Speedy Readerville Journal
The Odd Shelf, No. 65

Biographies I Have Most Enjoyed

I used to think people read biographies of those who appealed one way or another, or because the subjects were famous or interesting or brilliant at whatever it was they did. (Ruling, writing, composing, building, painting, making money, doing good, making justice, inventing, discovering...) Many read about people who make history and/or waves but I discovered some time ago that I’m willing to read just about any biography so long as it is well written. Case in point: Anne De Courcy’s gripping biography of Diana Mosley whose fascist politics and anti-Semitic notions revolt me. 

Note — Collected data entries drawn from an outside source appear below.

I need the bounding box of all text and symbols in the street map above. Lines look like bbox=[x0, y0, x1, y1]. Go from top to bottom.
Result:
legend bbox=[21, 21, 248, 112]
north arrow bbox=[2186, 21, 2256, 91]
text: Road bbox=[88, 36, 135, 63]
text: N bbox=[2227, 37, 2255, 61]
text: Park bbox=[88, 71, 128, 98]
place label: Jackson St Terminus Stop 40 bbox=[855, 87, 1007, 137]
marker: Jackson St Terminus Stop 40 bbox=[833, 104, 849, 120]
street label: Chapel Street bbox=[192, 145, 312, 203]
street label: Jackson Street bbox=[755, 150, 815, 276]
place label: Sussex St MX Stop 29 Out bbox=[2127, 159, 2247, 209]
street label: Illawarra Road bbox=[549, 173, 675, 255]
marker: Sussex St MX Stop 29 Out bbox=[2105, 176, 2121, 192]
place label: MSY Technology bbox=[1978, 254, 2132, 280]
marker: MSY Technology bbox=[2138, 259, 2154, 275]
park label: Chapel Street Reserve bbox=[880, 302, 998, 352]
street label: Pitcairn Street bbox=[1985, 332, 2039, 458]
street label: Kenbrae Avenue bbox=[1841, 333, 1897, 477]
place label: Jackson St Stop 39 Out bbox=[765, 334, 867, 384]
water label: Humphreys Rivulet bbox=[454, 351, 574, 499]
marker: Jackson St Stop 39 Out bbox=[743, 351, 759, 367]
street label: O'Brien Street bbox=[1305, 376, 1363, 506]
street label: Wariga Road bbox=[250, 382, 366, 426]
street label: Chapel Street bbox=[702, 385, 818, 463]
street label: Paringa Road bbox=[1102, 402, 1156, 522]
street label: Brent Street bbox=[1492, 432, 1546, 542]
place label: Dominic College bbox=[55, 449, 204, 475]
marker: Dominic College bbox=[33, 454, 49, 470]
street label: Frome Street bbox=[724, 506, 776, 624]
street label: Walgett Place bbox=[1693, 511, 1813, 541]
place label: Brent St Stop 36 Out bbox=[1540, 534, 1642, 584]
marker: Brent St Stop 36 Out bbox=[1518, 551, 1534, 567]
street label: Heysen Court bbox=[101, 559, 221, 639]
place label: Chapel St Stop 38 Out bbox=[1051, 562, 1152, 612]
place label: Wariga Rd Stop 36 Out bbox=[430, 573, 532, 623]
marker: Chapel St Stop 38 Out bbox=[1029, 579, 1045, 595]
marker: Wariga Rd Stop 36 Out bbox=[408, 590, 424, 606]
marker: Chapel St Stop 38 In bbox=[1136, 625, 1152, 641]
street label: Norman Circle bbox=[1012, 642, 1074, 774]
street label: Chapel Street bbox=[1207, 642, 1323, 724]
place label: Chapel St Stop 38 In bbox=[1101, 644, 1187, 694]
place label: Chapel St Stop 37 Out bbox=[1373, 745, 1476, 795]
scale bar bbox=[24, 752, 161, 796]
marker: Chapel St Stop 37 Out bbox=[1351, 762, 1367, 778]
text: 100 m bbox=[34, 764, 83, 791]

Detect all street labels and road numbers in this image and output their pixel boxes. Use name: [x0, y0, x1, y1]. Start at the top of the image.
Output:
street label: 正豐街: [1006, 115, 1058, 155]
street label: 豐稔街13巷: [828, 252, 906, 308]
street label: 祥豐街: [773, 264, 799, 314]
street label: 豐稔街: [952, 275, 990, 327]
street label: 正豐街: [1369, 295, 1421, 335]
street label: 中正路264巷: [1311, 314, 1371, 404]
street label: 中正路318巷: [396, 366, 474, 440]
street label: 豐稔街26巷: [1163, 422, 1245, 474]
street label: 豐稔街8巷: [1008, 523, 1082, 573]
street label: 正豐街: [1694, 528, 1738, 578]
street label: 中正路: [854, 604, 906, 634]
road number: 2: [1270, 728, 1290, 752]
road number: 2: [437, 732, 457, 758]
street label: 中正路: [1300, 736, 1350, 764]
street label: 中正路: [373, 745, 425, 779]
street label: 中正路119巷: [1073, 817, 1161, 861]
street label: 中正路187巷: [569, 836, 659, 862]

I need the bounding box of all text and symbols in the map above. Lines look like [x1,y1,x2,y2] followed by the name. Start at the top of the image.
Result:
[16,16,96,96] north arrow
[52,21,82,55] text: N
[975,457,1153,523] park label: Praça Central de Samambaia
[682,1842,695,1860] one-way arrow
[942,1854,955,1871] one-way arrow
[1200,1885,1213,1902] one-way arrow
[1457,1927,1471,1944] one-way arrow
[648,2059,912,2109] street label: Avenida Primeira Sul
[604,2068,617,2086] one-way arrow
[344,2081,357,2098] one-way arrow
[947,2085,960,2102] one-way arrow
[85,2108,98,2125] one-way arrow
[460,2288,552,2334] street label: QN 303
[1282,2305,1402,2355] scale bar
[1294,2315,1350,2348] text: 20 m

I was surprised to learn I could enjoy biographies of subjects I don’t like, or hadn’t heard of, or had been only vaguely aware of. My ongoing affair with biography has shown I’ll read about almost anyone. What matters is not the subject so much as the blend of subject and writer. It takes a particular combination of brilliant researcher and fetching writer to pen a powerful and compelling biography and that’s what you’ll find on this list:

Reflected Glory: The Life of Pamela Churchill Harriman by Sally Bedell Smith
What a gal with a survival instinct — from a limply genteel family in England she eventually married Churchill’s son for a brief time, then engaged in a series of high-profile affairs (including Edward R. Murrow, one of The Rothschilds and even the Aga Khan among, um, many others). After that, she crossed the Pond to see what she could do for the U.S., where she married first Leland Hayward (Dennis Hopper briefly was her son-in-law), then Averell Harriman. We also have Mrs. Harriman to thank, in part, for the presidency of Bill Clinton which is how she got to be U.S. ambassador to France. I was wholly consumed by this book.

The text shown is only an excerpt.